Borussia Dortmund - FC St. Pauli (15.30 Uhr/Sky)

Situation: Der BVB ist Tabellenzweiter und hat in dieser Saison in der Liga zu Hause noch nicht verloren. St. Pauli braucht jeden Punkt im Abstiegskampf.

Statistik: 25 Mal trafen die beiden Vereine bisher in Pflichtspielen aufeinander. 17 Mal gewann der BVB. Der bis dato letzte Sieg in der Liga gelang St. Pauli im Jahr 1989.

Personal: Dortmund muss auf Sabitzer, Bensebaini und Anselmino verzichten. St. Pauli hofft auf eine Rückkehr der verletzten Metcalfe und Sinani. Der Ausfall von Kapitän Irvine ist das größte Problem.

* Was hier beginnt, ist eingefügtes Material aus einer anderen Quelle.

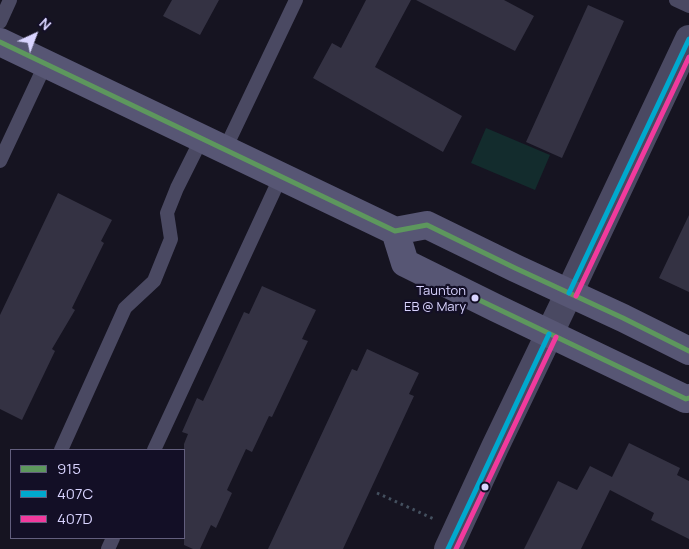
<!DOCTYPE html>
<html>
<head>
<meta charset="utf-8">
<style>
	body { margin:0 }
	#map { position:relative; width:689px; height:549px; overflow:hidden; background:#161421; font-family:Manrope,sans-serif }
	canvas { display:block }
	.legend { position:absolute; left:10px; top:449px; width:175px; height:90px; box-sizing:border-box; background:#130f26; border:1px solid #625e7d; margin:0; padding:6px 9px; list-style:none; font-size:15px; color:#d9d4ff }
	.legend li { display:flex; align-items:center; gap:10px; height:25px }
	.legend b { width:25px; border:1px solid #625e7d }
	.north { position:absolute; left:10px; top:10px; width:50px; height:50px; -webkit-text-stroke:4px #130f26; paint-order:stroke; rotate:43deg; font-size:14px; font-weight:700; line-height:20px; text-align:center; color:#d9d4ff }
	.north::after { content:''; display:block; margin:auto; width:18px; height:22px; background:#d9d4ff; clip-path:polygon(50% 0,100% 100%,50% 72%,0 100%) }
</style>
</head>
<body>
<div id="map">
<canvas width="689" height="549"></canvas>
<ul class="legend">
<li><b style="height:6px;background:#5d975d"></b>915</li>
<li><b style="height:6px;background:#00a9ce"></b>407C</li>
<li><b style="height:6px;background:#f13a9d"></b>407D</li>
</ul>
<div class="north">N</div>
</div>
<script>
const context = document.querySelector('canvas').getContext('2d');
context.lineJoin = 'round';
function fill(path, color) {
  context.fillStyle = color;
  context.fill(path, 'evenodd');
}
function stroke(path, color, width, dash) {
  context.strokeStyle = color;
  context.lineWidth = width;
  context.lineCap = dash ? 'butt' : 'round';
  context.setLineDash(dash || []);
  context.stroke(path);
}
function label(font, color, halo, rows, align = 'center') {
  context.font = font + ' Manrope,sans-serif';
  context.lineWidth = 4.5;
  context.setLineDash([]);
  context.textBaseline = 'middle';
  context.strokeStyle = halo;
  context.fillStyle = color;
  for (const [text, x, y, turn = 0] of rows) {
    context.save();
    context.translate(x, y);
    context.rotate((+turn || 0) * Math.PI / 180);
    context.textAlign = isNaN(turn) ? turn : align;
    if (halo) context.strokeText(text, 0, 0);
    context.fillText(text, 0, 0);
    context.restore();
  }
}
fill(new Path2D(`
	M 486,128 L 550,155 L 535,190 L 471,163 Z`), '#132c2d');
fill(new Path2D(`
	M 172,0 L 219,0 L 200,35 L 163,16 Z
	M 366,0 L 411,0 L 375,67 L 462,116 L 443,152 L 313,78 L 332,43 L 341,48 Z
	M 416,0 L 504,0 L 534,16 L 515,51 Z
	M 588,5 L 624,21 L 562,158 L 526,142 Z
	M 58,193 L 112,220 L 101,241 L 104,243 L 72,308 L 75,310 L 52,349 L 55,351 L 22,420 L 0,409 L 0,315 Z
	M 689,215 L 689,292 L 659,278 Z
	M 262,286 L 316,310 L 302,339 L 308,341 L 272,417 L 269,416 L 252,452 L 246,449 L 227,490 L 232,493 L 216,528 L 211,525 L 200,549 L 193,549 L 184,545 L 184,444 L 188,434 L 182,432 L 197,398 L 203,401 L 244,312 L 249,314 Z
	M 367,349 L 419,373 L 409,394 L 414,396 L 343,549 L 268,549 L 352,369 L 357,371 Z
	M 629,443 L 680,468 L 677,475 L 689,481 L 689,539 L 651,520 L 654,513 L 610,490 L 581,549 L 524,549 L 558,481 L 577,490 L 590,466 L 612,477 Z`), '#343243');
stroke(new Path2D(`
	M 377,493 L 434,519`), '#44505f', 3, [2.5, 4]);
stroke(new Path2D(`
	M 676,0 L 689,6
	M 0,22 L 10,0
	M 225,149 L 296,0
	M 0,161 L 46,63
	M 61,450 L 125,308 L 154,281 L 171,239 L 167,213 L 177,188 L 202,138
	M 154,450 L 281,176
	M 108,549 L 113,538`), '#4a4962', 14);
stroke(new Path2D(`
	M 448,549 L 495,447 L 569,293 L 689,39`), '#4a4962', 28);
stroke(new Path2D(`
	M 0,42 L 395,231 L 427,225 L 515,268 L 623,318 L 689,351
	M 395,231 L 405,263 L 496,308 L 686,399 L 689,398`), '#575674', 28);
stroke(new Path2D(`
	M 0,42 L 395,231 L 427,225 L 515,268 L 623,318 L 689,351
	M 475,298 L 686,399 L 689,398`), '#5d975d', 5);
stroke(new Path2D(`
	M 569,293 L 689,39
	M 448,549 L 549,334`), '#00a9ce', 5);
stroke(new Path2D(`
	M 576,296 L 689,57
	M 456,549 L 556,337`), '#f13a9d', 5);
for (const [x, y, r, color] of [
	[475,298,4.5,"#d9d4ff"],
	[485,487,4.5,"#d9d4ff"]
]) {
  const dot = new Path2D();
  dot.arc(x, y, r, 0, 2 * Math.PI);
  context.fillStyle = color;
  context.fill(dot);
  stroke(dot, '#130f26', 2);
}
label('13px', '#d9d4ff', '#130f26', [
	["Taunton",466,291],
	["EB @ Mary",466,307]
], 'right');
</script>
</body>
</html>
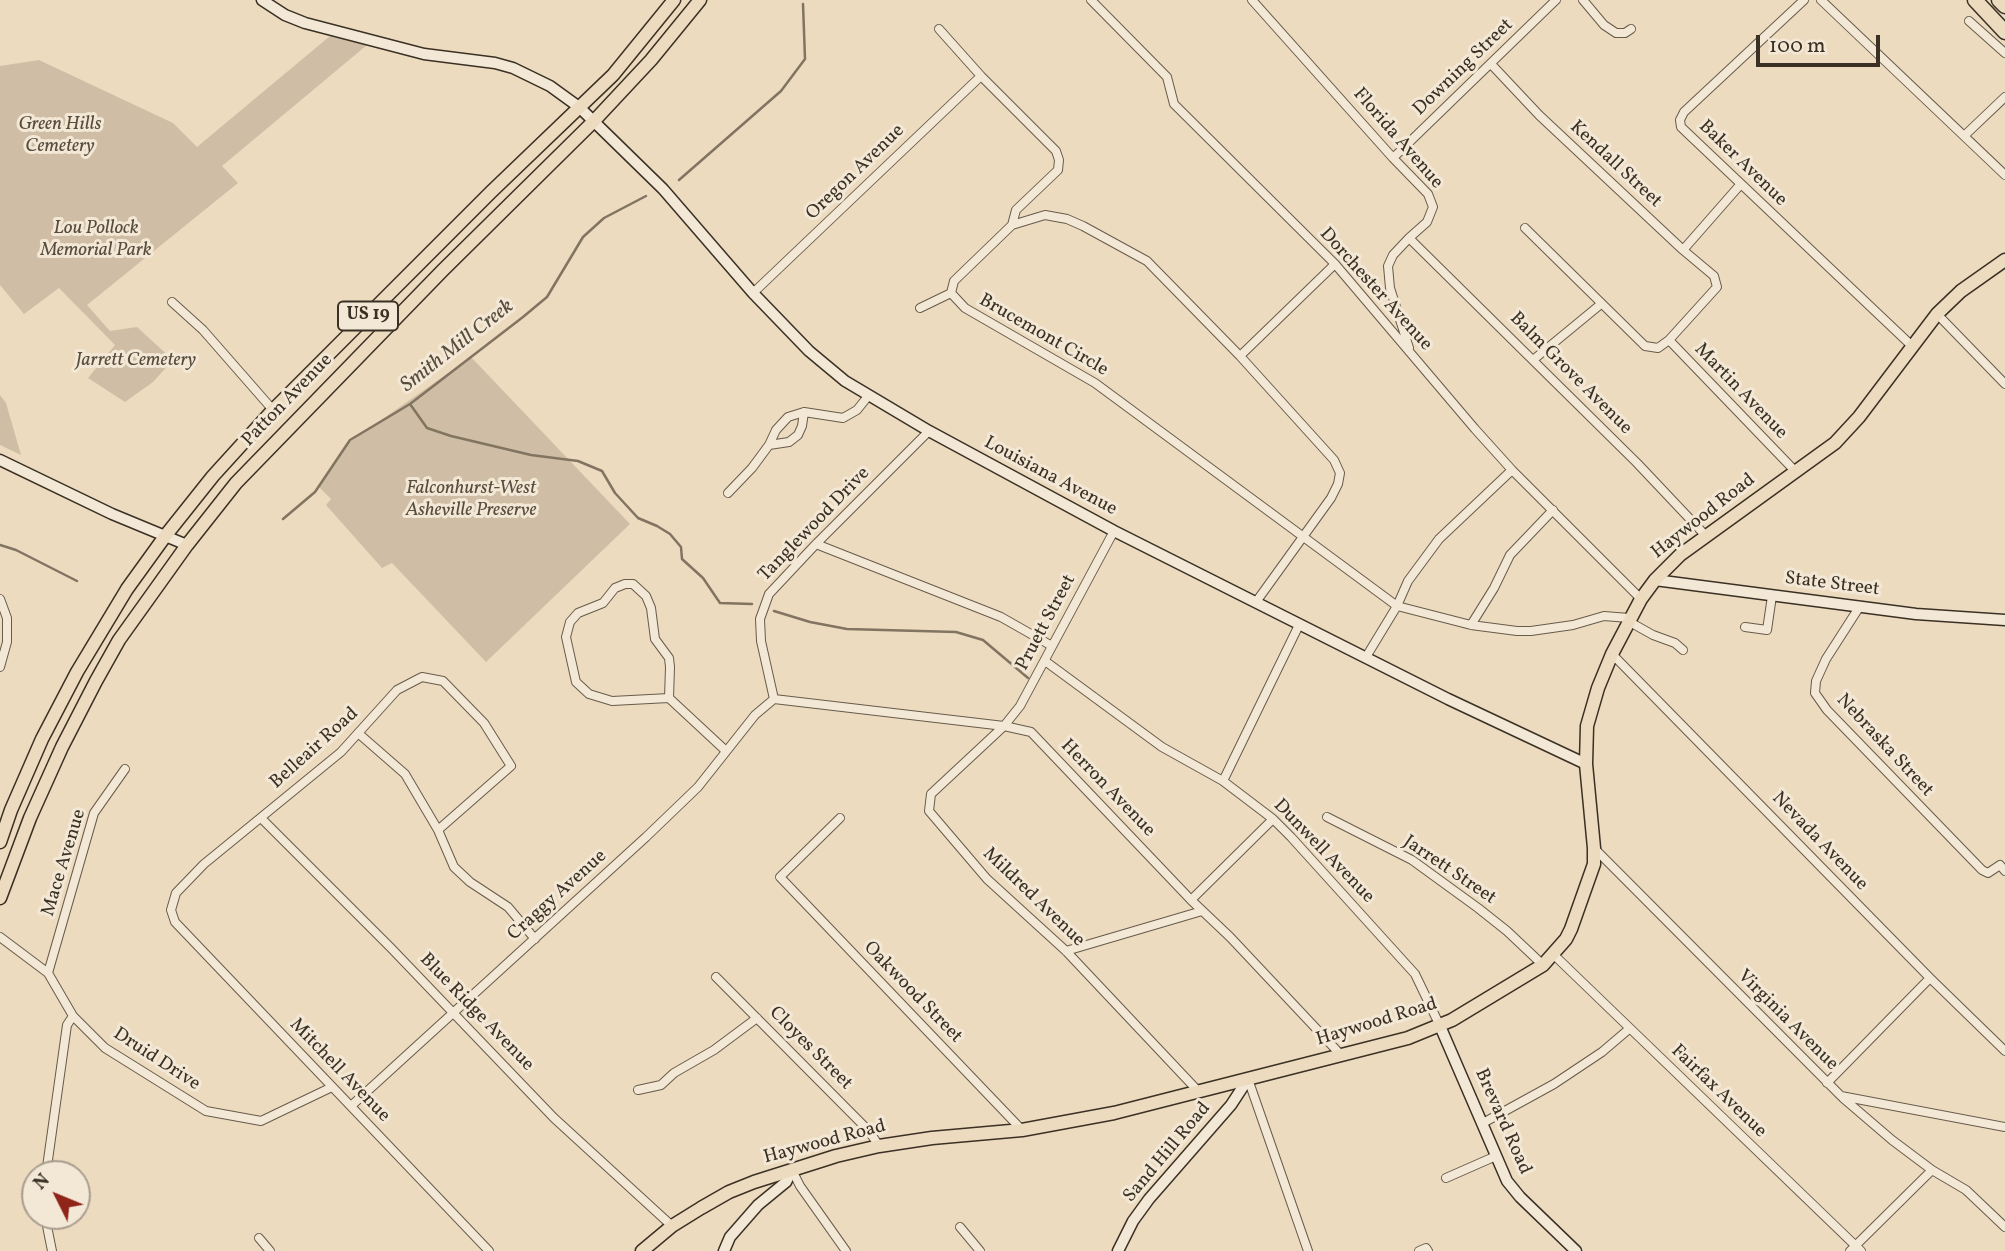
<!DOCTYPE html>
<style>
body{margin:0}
#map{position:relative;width:2005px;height:1251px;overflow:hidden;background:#eddbc0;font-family:Vollkorn,serif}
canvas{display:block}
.north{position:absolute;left:21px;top:1160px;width:70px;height:70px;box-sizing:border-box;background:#f3e8d6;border:2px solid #a99e8e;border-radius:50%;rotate:313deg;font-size:19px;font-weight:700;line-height:28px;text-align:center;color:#3a3023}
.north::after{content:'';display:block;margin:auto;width:24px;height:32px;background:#8f2418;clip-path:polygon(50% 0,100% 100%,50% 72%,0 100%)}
.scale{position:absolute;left:1756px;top:35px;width:124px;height:32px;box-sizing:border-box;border:4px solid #3a3023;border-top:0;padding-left:9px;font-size:21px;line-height:24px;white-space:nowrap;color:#3a3023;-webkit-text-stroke:5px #f3e8d6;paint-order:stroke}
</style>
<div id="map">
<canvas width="2005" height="1251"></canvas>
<div class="north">N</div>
<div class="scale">100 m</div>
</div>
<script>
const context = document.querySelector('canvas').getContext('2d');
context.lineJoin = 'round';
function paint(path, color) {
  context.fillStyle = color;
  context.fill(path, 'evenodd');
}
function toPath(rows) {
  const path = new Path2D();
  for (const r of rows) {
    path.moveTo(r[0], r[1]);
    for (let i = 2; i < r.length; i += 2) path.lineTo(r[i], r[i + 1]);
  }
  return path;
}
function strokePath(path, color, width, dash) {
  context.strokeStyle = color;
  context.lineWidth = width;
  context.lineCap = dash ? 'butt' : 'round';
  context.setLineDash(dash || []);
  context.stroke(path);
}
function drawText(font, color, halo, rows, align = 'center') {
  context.font = font + ' Vollkorn,serif';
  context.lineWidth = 6;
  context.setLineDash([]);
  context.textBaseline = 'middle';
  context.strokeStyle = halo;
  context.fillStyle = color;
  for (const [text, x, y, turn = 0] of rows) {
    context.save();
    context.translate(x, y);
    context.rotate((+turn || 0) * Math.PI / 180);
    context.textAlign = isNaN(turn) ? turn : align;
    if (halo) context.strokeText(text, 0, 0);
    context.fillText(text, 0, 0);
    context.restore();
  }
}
paint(toPath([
 [330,36,367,45,222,166,238,183,87,305,110,331,137,327,173,360,153,382,125,402,88,378,115,345,59,288,24,314,0,285,0,66,39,60,173,123,197,147],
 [471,357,630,524,486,662,392,563,382,568,326,505,331,499,319,487,347,444],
 [0,395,6,403,21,455,0,445]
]), '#cfbea5');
strokePath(toPath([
 [679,180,781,91,805,59,803,4],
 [410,404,427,428,451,436,531,455,578,461,602,471,615,493,638,518,657,526,670,534,681,547,682,559,703,578,720,603,752,604],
 [283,519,315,492,350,440,410,404,523,317,547,297,583,237,604,218,646,196],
 [0,545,16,550,77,581],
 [774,611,810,622,847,629,956,632,983,640,1028,678]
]), '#817461', 2.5);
const street = toPath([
 [1091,0,1167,77,1174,104,1335,264,1475,429,1512,470,1641,599],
 [1252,0,1393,158,1428,194,1433,207,1427,222,1409,238,1393,255,1388,266,1390,288,1409,348],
 [1583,0,1604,25,1616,33,1625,33,1631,29],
 [1804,0,1684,112,1680,120,1681,127,1912,346],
 [1821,0,2005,175],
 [1969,21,2005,53],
 [939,29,981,76,1056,151,1059,160,1058,170,1016,210,1012,225],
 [1491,64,1539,115,1683,250,1714,276,1717,287,1669,340,1658,348,1645,346,1525,228],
 [1964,136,2005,97],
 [1393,158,1556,0],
 [1409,238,1637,463,1706,536],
 [1683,250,1740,185],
 [753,293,981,76],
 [951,293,965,308,1095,383,1397,606,1471,625,1517,631,1531,631,1573,625,1604,616,1629,618],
 [951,293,954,281,1012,225,1045,215,1067,219,1083,226,1147,261,1240,356,1334,460,1340,473,1338,484,1331,498,1256,602],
 [172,302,203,330,273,410],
 [920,308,951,293],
 [1937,314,2005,384],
 [1669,340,1796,472],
 [1240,356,1335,264],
 [1533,360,1601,304],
 [769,445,789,442,798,435,802,426,804,412],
 [728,493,752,468,769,445,776,430,788,417,804,412,843,418,857,410,869,395],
 [1114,531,1020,706,1004,726,931,794,929,811,987,879,1066,951,1198,1091],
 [816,544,1001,617,1052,646],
 [0,599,7,618,7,642,0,667],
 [1860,606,1826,659,1816,681,1815,693,1827,710,1982,870,1988,873,2000,865,2005,871],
 [1628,621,1653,635,1675,643,1683,650],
 [1471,625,1494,588,1510,555,1553,510],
 [1745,627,1767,630,1772,596],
 [1612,654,1930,978,2005,1051],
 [1366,657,1397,606,1408,581,1439,539,1512,470],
 [1045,661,1162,747,1223,781,1273,819,1291,837,1415,974,1440,1026],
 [669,698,612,701,589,694,576,682,566,637,570,622,578,613,603,603,615,588,625,584,633,584,646,596,651,608,655,639,669,658,670,667,669,698,726,751],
 [774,699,1004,726,1031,732,1191,900,1230,937,1341,1055],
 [774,699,761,641,760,619,769,594,816,544,929,431],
 [358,733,405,774,438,830,454,867,470,882,508,907,535,939],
 [1223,781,1299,625],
 [1327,817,1412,860,1478,908,1507,931,1543,965],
 [261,818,391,948,554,1118,672,1226],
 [840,818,780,877,1022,1130],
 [438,830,511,766,484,723,443,681,422,677,397,690,341,752,204,864,176,893,171,910,175,922,489,1251],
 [1594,848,1841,1096,2005,1127],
 [1191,900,1273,819],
 [0,937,48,973,73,1016,105,1048,206,1111,261,1121,332,1087],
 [1066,951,1202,911],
 [1554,955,1861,1251],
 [48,973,94,813,125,769],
 [716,977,869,1131,879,1146],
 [1248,1079,1308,1251],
 [1827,1083,1930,978],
 [638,1090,661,1085,674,1073,714,1050,757,1018],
 [1843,1098,1892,1140,1932,1170,1966,1190,2005,1227],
 [351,1106,646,837,698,787,755,715,774,699],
 [1483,1123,1554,1084,1602,1052,1629,1029],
 [792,1170,800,1186,846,1251],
 [46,1174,67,1025,73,1016],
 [1446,1178,1496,1156],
 [45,1216,52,1251],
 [960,1227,980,1251],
 [259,1238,270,1251],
 [1419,1251,1426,1248,1428,1251],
 [1850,1251,1932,1170]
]);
const secondary = toPath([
 [262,0,285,15,305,23,424,54,495,63,513,68,550,86,579,107,663,189,753,293,809,351,845,381,929,431,1114,531,1448,699,1586,764],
 [0,460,112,514,187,545],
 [1655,580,1916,614,2005,620],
 [1440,1026,1507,1181,1520,1197,1576,1251],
 [724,1251,730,1237,758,1205,786,1182,792,1170],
 [1118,1251,1133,1221,1149,1199,1231,1105,1248,1079]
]);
const primary = toPath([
 [0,842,11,810,42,739,77,672,127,589,166,535,213,476,273,410,491,192,613,75,674,0],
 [0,898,30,818,62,747,96,681,119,640,187,545,236,483,443,270,594,121,651,60,700,0],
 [642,1251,672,1226,701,1208,729,1192,754,1182,836,1156,879,1146,932,1138,1022,1130,1114,1113,1408,1038,1452,1020,1543,965,1566,939,1571,929,1594,864,1594,848,1586,764,1587,726,1598,688,1612,654,1641,599,1655,580,1680,555,1835,443,1859,417,1937,314,1961,291,2005,260]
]);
const highway = toPath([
 [1975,0,2005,32],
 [1999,0,2005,6]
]);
strokePath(street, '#675b4a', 10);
strokePath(secondary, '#3a3023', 13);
strokePath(primary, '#3a3023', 15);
strokePath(highway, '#3a3023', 17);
strokePath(street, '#f3e8d6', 8);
strokePath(secondary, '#f3e8d6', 10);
strokePath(primary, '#eddbc0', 12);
strokePath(highway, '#eddbc0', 14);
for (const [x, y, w] of [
 [368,316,60]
]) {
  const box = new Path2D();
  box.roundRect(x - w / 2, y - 14.5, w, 29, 5);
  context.fillStyle = '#f3e8d6';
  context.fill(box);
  strokePath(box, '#3a3023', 2);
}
drawText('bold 18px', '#3a3023', null, [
 ["US 19",368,316]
]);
drawText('19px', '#3a3023', '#f3e8d6', [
 ["Downing Street",1464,68,-44],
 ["Florida Avenue",1397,139,49],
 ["Baker Avenue",1742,164,44],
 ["Kendall Street",1615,165,43],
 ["Oregon Avenue",856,173,-44],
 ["Dorchester Avenue",1375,290,48],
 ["Brucemont Circle",1043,336,30],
 ["Balm Grove Avenue",1570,374,45],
 ["Martin Avenue",1740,392,46],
 ["Patton Avenue",288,401,-46],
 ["Louisiana Avenue",1050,477,28],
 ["Haywood Road",1704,517,-38],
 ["Tanglewood Drive",815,525,-46],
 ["State Street",1832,585,7],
 ["Pruett Street",1047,623,-62],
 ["Nebraska Street",1884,746,47],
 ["Belleair Road",315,749,-42],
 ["Herron Avenue",1107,789,46],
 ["Nevada Avenue",1819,842,46],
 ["Dunwell Avenue",1323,852,46],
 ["Mace Avenue",65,863,-73],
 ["Jarrett Street",1449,871,34],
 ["Craggy Avenue",558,896,-42],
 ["Mildred Avenue",1033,898,44],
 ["Oakwood Street",912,993,46],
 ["Blue Ridge Avenue",476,1013,46],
 ["Virginia Avenue",1787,1021,45],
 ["Haywood Road",1377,1023,-17],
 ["Cloyes Street",810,1049,45],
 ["Druid Drive",156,1060,33],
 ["Mitchell Avenue",339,1071,46],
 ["Fairfax Avenue",1718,1092,44],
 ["Brevard Road",1502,1122,66],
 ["Haywood Road",825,1143,-15],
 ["Sand Hill Road",1168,1153,-50]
]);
drawText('italic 19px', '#584c3d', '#f3e8d6', [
 ["Green Hills",60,126],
 ["Cemetery",60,148],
 ["Lou Pollock",96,230],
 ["Memorial Park",96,252],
 ["Jarrett Cemetery",136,362],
 ["Falconhurst-West",471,490],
 ["Asheville Preserve",471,512]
]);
drawText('italic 21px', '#584c3d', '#f3e8d6', [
 ["Smith Mill Creek",458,347,-38]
]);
</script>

Besonderes: St. Pauli hat noch nie in Dortmund gewonnen.

VfL Wolfsburg - 1. FC Heidenheim (15.30 Uhr/Sky)

Situation: Heidenheim ist vor dem Beginn der Rückrunde auf den letzten Tabellenplatz zurückgefallen. Wolfsburg kann sich mit dem zweiten Heimsieg in vier Tagen weiter von den Abstiegsrängen absetzen.

Statistik: Wolfsburg gewann bislang sechs von acht Pflichtspielen gegen Heidenheim - verlor aber das bislang letzte Heimspiel im März 2025.

Personal: Dzenan Pejcinovic, Wolfsburgs Siegtorschütze beim 2:1 gegen den FC St. Pauli, fällt mit einer Fußverletzung aus. Für ihn soll Mohammed Amoura in die Startelf rücken. Die Heidenheimer Wintertransfers Hennes Behrens und Christian Conteh sind beide noch nicht fit.

Besonderes: In der Volkswagen Arena treffen die beiden schlechtesten Abwehrreihen der Bundesliga aufeinander. Wolfsburg hat in bisher 17 Partien 37 Gegentore kassiert, Heidenheim deren 38.

TSG Hoffenheim - Bayer Leverkusen (15.30 Uhr/Sky)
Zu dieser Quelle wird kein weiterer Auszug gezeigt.